I’ve eliminated all beef and chicken, and nearly all dairy, from my diet. I have eaten an eensy bit of shrimp, halibut, and salmon in the last month or two, although I’m sticking almost entirely to fruits, nuts, vegetables, grains, and legumes. This evening for dinner, for example, I made a lovely green salad with nuts and dried fruits, steamed baby peas, and sweet potatoes with vegan buttery spread (Earth Balance — so awesomely deelish, non-GMO, and organic). I don’t miss cow one bit.

Veggie BrainI’ve read that the amount of plant energy and water required to raise a cow is many times that required to sustain me directly. I like knowing that by choosing a vegetarian diet I’m consuming substantially less resources. Once raised, the cow of course then has to be butchered and shipped to me, consuming still more resources, including fossil fuels. And ultimately, the end product may be contaminated with poop! Ay carumba.

I adore animals and have enjoyed my friendships with a wide variety of pets including horses, rabbits, dogs, cats, turkeys, chickens, sheep, doves, pigeons, and goldfish. Although I’ve never owned a cow or a pig, I got to hang around those species as well through friends and as part of 4-H activities and fairs and such. I enjoyed them all. As a kid, a friend and I once scared the pants off our parents by running away from home because we were mad about my friend’s cow being butchered. My family dabbled in raising chickens, turkeys, and rabbits for meat. I ate the meat, and remember feeling unsettled and weird about it, aside from the unpleasantness of the butchering process itself.

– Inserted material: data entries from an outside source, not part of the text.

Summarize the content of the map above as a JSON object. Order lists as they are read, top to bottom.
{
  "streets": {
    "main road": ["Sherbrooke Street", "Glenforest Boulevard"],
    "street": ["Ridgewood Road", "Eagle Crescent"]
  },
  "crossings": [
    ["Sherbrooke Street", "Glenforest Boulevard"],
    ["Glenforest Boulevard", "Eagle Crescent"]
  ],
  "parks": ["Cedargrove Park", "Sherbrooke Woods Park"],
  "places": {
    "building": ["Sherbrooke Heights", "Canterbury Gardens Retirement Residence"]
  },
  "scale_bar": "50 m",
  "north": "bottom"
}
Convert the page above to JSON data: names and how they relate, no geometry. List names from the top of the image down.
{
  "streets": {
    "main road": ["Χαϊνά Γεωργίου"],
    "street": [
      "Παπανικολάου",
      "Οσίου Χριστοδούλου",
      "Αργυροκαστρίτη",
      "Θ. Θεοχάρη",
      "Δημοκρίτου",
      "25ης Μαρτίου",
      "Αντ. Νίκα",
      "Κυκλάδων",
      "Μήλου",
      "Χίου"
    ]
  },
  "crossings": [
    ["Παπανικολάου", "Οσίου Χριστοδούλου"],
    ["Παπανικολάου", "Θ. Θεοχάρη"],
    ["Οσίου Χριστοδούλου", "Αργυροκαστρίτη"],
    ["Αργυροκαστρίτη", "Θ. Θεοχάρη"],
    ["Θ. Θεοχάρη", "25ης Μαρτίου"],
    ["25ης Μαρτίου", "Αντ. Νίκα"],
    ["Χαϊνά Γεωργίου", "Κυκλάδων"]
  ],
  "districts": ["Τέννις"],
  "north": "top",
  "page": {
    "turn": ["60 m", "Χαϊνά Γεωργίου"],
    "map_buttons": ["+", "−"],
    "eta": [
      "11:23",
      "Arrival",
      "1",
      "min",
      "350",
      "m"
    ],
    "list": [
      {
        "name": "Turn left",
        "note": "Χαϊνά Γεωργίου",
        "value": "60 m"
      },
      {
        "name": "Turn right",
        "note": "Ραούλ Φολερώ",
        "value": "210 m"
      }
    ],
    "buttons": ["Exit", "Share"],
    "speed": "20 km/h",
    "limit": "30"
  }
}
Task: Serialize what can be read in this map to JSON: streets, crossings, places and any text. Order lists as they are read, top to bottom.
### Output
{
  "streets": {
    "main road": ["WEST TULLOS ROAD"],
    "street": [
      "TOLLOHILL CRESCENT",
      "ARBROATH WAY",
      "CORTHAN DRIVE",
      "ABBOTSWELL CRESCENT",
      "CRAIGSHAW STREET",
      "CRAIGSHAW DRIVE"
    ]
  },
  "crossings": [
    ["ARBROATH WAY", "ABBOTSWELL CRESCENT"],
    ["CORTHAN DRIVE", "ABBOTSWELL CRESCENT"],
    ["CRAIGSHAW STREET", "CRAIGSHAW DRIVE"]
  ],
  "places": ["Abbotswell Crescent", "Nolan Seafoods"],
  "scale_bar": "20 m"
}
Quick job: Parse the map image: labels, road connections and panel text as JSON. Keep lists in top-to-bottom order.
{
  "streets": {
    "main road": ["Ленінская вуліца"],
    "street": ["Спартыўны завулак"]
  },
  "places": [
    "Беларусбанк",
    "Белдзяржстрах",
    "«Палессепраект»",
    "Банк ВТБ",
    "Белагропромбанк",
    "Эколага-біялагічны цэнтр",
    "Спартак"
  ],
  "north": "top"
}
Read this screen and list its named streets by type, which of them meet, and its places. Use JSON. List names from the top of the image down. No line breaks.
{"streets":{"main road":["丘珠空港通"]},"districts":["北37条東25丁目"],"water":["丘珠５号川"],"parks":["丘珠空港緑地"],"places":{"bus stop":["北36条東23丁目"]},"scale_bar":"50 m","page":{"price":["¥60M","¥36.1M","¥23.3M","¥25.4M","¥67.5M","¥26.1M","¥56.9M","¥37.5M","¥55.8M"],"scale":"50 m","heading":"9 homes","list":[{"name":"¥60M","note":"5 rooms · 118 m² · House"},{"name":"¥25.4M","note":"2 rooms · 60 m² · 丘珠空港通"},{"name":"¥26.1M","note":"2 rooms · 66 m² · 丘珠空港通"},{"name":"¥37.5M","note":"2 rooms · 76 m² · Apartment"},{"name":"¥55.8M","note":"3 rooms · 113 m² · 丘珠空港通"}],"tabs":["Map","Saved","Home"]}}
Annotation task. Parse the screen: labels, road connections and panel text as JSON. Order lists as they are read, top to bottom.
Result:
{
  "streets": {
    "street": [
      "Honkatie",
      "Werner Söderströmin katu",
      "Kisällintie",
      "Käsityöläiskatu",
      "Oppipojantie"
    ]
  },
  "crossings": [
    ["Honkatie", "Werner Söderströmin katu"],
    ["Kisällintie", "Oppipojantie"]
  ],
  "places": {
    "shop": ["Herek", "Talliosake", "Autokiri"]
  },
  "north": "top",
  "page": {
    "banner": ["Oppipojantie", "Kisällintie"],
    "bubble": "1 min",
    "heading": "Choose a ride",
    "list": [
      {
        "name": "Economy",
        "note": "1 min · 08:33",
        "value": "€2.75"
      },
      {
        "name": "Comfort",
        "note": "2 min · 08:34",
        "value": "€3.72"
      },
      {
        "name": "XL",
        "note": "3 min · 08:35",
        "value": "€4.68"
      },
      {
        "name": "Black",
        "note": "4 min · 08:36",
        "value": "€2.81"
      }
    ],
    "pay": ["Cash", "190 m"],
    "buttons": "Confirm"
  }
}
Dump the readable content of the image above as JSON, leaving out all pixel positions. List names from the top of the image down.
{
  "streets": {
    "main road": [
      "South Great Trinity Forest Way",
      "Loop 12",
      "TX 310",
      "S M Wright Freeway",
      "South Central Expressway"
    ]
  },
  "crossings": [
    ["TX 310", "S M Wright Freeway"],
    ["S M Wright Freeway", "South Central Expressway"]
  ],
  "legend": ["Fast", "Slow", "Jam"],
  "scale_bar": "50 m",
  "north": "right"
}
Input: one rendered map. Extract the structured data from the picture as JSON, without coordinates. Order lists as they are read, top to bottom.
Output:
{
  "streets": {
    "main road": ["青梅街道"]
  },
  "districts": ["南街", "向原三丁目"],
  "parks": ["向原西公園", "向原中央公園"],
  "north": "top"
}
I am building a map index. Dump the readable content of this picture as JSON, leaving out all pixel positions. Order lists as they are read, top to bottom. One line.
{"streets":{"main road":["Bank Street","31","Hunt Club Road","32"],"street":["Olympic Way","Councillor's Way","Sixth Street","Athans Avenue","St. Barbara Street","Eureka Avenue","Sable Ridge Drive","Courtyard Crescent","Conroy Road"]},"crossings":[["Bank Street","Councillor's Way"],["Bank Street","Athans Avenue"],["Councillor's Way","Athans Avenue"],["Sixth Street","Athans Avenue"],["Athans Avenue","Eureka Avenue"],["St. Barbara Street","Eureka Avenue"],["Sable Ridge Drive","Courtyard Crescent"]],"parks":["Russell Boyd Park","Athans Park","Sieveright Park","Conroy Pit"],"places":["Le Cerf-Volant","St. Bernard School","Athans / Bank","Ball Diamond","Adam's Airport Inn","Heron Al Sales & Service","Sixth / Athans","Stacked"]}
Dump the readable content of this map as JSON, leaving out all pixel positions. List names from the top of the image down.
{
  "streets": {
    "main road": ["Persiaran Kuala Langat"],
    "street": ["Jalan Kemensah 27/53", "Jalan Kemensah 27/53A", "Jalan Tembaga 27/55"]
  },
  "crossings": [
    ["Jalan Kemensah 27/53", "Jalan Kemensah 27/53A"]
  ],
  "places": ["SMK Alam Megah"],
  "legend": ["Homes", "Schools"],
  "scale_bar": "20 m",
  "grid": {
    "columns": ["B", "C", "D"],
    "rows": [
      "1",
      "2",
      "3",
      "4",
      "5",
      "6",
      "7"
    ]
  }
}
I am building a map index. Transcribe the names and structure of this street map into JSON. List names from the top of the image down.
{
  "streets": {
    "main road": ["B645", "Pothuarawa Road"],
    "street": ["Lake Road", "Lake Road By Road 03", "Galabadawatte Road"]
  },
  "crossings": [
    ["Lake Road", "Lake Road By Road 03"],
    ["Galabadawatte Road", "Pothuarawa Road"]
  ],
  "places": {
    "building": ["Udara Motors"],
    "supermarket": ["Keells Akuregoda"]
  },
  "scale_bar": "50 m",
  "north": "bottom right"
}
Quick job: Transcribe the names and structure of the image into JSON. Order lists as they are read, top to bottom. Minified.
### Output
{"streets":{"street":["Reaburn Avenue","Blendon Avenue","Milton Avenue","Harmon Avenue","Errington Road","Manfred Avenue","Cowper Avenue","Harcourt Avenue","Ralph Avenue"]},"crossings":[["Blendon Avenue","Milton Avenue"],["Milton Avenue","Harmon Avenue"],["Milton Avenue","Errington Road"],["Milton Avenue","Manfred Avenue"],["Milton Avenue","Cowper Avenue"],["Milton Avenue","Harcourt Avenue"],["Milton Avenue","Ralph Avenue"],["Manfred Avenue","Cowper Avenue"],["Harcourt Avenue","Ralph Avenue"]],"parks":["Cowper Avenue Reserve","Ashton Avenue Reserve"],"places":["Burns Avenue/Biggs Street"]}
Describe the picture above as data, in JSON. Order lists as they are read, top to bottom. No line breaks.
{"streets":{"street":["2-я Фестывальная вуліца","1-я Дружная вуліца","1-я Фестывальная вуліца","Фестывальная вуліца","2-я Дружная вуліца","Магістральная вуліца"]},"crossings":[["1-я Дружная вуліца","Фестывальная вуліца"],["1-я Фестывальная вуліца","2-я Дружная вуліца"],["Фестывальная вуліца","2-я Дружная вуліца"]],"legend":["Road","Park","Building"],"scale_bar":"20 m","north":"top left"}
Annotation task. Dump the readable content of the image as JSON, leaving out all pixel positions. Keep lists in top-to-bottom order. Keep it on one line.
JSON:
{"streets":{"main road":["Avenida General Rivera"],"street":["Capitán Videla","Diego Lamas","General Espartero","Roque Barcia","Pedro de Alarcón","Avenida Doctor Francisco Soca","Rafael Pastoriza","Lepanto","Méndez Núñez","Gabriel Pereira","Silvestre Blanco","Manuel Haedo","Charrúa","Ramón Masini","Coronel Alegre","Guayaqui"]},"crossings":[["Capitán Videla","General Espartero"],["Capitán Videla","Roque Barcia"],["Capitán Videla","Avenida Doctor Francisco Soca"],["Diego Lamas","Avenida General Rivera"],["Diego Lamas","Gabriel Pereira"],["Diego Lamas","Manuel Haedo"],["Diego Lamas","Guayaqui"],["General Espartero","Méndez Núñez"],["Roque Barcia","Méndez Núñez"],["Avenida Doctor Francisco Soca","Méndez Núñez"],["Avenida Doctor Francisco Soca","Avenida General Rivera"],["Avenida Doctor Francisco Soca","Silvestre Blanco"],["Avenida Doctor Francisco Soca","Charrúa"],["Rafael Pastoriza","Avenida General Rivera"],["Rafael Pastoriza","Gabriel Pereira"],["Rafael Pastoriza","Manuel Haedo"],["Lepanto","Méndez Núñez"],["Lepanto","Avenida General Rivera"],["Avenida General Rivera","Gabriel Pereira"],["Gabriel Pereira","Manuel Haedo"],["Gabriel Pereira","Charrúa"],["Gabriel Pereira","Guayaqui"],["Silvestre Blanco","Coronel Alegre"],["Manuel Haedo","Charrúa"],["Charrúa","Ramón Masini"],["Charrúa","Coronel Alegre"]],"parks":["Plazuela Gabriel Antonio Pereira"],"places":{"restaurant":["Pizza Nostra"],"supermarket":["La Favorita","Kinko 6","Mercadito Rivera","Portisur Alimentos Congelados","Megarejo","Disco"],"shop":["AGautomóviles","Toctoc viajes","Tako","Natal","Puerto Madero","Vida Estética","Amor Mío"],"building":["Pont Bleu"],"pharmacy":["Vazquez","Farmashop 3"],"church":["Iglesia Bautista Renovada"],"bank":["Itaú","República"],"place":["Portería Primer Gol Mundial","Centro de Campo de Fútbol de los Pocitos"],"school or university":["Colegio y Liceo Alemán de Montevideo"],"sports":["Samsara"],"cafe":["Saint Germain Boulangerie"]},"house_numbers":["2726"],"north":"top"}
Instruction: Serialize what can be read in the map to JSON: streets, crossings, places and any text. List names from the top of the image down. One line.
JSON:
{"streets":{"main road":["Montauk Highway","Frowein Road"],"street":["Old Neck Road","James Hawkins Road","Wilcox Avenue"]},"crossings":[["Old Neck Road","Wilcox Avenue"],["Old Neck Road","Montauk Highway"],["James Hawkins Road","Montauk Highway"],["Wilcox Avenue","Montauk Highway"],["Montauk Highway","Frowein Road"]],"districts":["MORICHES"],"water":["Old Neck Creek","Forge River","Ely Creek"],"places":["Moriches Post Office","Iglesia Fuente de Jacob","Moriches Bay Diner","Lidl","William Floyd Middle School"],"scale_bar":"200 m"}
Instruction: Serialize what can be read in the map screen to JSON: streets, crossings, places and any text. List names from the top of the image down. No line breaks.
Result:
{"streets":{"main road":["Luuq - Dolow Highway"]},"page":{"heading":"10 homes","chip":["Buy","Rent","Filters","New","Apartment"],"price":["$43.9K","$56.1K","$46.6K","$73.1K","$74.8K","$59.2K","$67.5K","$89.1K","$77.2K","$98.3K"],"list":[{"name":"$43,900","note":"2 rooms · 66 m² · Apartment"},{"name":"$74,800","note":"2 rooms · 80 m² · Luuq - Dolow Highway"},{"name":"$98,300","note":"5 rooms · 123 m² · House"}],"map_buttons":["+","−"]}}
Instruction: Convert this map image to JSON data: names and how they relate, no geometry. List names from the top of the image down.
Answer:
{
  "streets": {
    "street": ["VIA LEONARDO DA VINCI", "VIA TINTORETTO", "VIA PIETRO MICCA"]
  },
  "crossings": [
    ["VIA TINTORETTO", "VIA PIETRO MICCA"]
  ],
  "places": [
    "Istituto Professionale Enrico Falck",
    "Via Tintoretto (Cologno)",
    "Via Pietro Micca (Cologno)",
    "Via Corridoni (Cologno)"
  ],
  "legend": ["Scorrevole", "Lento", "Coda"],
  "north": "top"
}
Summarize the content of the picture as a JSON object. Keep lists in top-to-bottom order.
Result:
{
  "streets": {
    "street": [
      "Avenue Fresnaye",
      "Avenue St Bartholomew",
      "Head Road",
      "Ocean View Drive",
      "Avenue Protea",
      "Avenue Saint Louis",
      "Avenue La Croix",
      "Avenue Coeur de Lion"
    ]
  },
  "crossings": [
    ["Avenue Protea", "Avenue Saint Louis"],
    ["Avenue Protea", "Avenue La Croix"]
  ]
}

When I think of the animal that a piece of meat came from, I really have no desire to eat it. It’s important to me to make conscious decisions in my life, and I think I’ve just been choosing to remain unconscious about eating meat. I don’t envision myself as militant about it, just more in touch with my own compassion for other creatures and my concern for making choices that result in a decreased environmental impact.

And back to the poop thing, I’m struck by how industrial farming encourages disease. Consider this excerpt from the Vegetarianism article on Wikipedia:

In 2003, an article in the Journal of Dairy Science found that between 30 and 80 percent of cattle carry E. coli O157:H7.[47] In that same journal article, a quick fix was pointed out: Cows that are switched from a grain diet to a forage diet saw, within 5 days, a 1,000 fold decrease in the abundance of strain O157. But until changes like this are made, the source of many E. coli outbreaks will continue to be high-yield (industrial) meat and dairy farms.[48]

More likely, rather than change the way cattle are fed or raised on industrial farms there will instead be pressure to find technological solutions like food irradiation, plans for HACCP, or simply cooking burgers longer. Suggestions like this have led some experts, like Professor of Science and Environmental Journalism at UC Berkeley, Michael Pollan, to suggest that “All of these solutions treat E. coli O157:H7 as an unavoidable fact of life rather than what it is: a fact of industrial agriculture.”[49]

So, the meat industry apparently recognizes that, as part of the industrial model of production, poop happens–especially when frightened animals face horrific death and in some cases torture. Allowing animals to forage isn’t profitable, so hey, how about irradiating meat? Just get over it and cook my meat longer? Yikes.

How about instead I just say, “No meat no mo’!”